Melissa Fox, director of youth ministry for grades 6-12 and the confirmation program, spearheaded the project. “Online I found a template for these roses and thought it’d be fitting for Valentine’s Day — and a great way to bring a smile to someone’s face,” she said.
“We put together a kit with supplies for a dozen roses — card stock, pipe cleaners and tags — with a video I made showing how to make them and written directions as well,” Melissa said. “It takes about a half-hour to make the whole bouquet.”

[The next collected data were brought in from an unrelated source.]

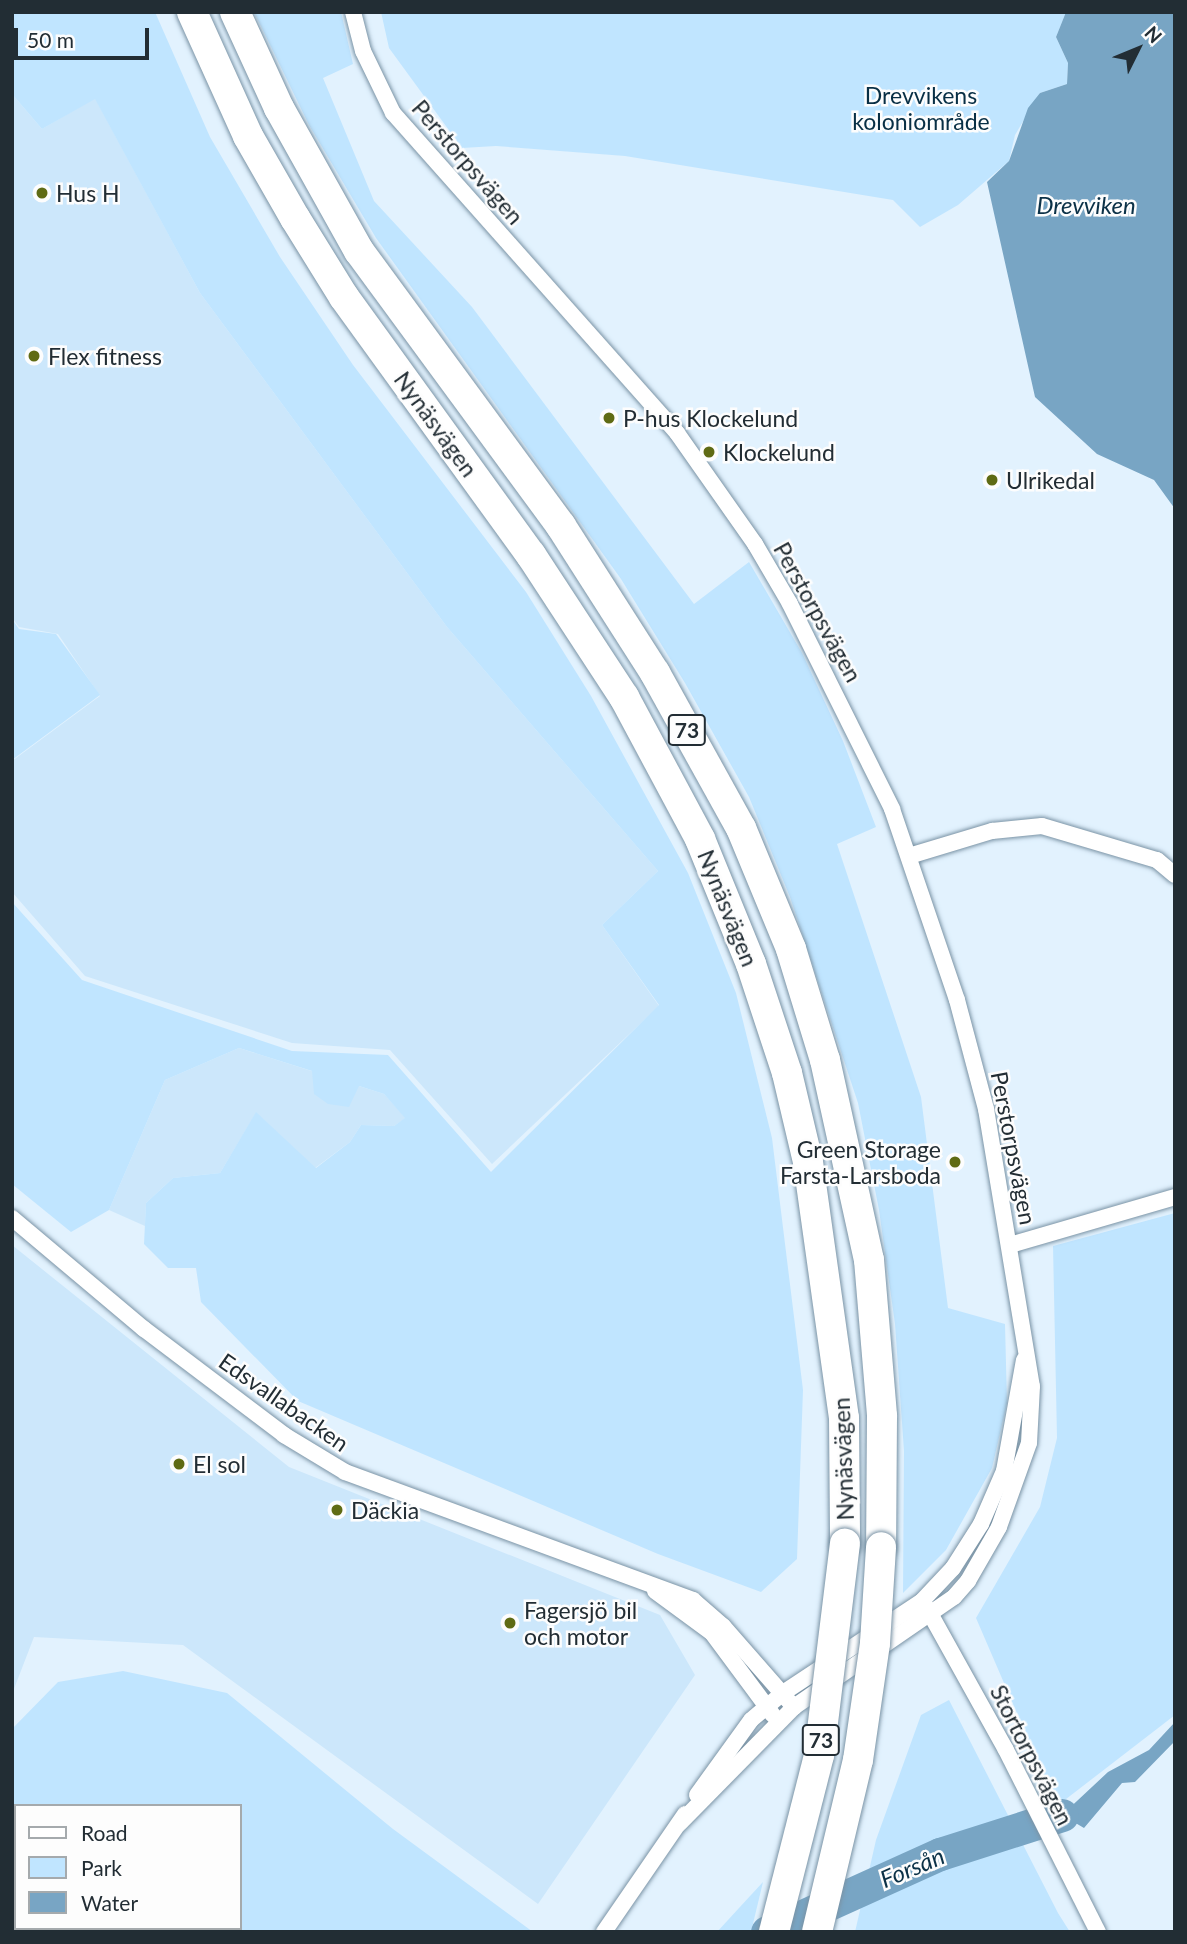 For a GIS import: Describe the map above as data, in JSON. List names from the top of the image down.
{
  "streets": {
    "highway": ["Nynäsvägen", "73"],
    "street": ["Perstorpsvägen", "Edsvallabacken", "Stortorpsvägen"]
  },
  "crossings": [
    ["Perstorpsvägen", "Edsvallabacken"],
    ["Perstorpsvägen", "Stortorpsvägen"]
  ],
  "water": ["Drevviken", "Forsån"],
  "parks": ["Drevvikens koloniområde"],
  "places": [
    "Hus H",
    "Flex fitness",
    "P-hus Klockelund",
    "Klockelund",
    "Ulrikedal",
    "Green Storage Farsta-Larsboda",
    "El sol",
    "Däckia",
    "Fagersjö bil och motor"
  ],
  "legend": ["Road", "Park", "Water"],
  "scale_bar": "50 m",
  "north": "top right"
}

On the tags, youth were invited to write their own messages to recipients. While red roses are a Valentine’s Day theme, some of the bouquets are yellow and pink so not all have Valentine messages.
“It’s been fun to see what the kids have written because every note is different. It might say ‘We’re thinking and praying for you’ or ‘Smile’ or ‘Have a great day,’” she said
“Our goal for youth ministry this year was to bring a light to others, and to involve as many people in the parish as possible. About 30 youth or families took part in the project with many people requesting more than one kit,” she said.
The 100-dozen bouquets were collected at the church the last week of January. In addition to bringing them to individuals’ homes, youth and families will deliver them to the VA Hospital, Coborn’s Cancer Center and nursing homes and care centers, she said.
“At the larger facilities, we can only drop things off for their staff to bring around. That’s not as much fun as bringing them to individuals who still live at home. But due to COVID, it’s the only way.”
The difficulties of COVID haven’t prevented St. Francis Xavier’s youth from participating in a variety of creative service projects.
“Our goal has been to do something for service each month that will make people smile,” Melissa said. “All faith formation programs decorated holiday placemats for Country Manor. In October, the youth group carved pumpkins for homebound parishioners. In November, we created prayer jars with prayers and Scriptures for Advent. In December, it was candy cane reindeer and in January we filled hygiene and snack bags for homeless teens.
“This year it’s been a challenge to think outside the box for youth ministry,” she said. “But it’s been fun because our youth love doing these things for someone else. Every time I walk past these bouquets of paper roses, I smile.”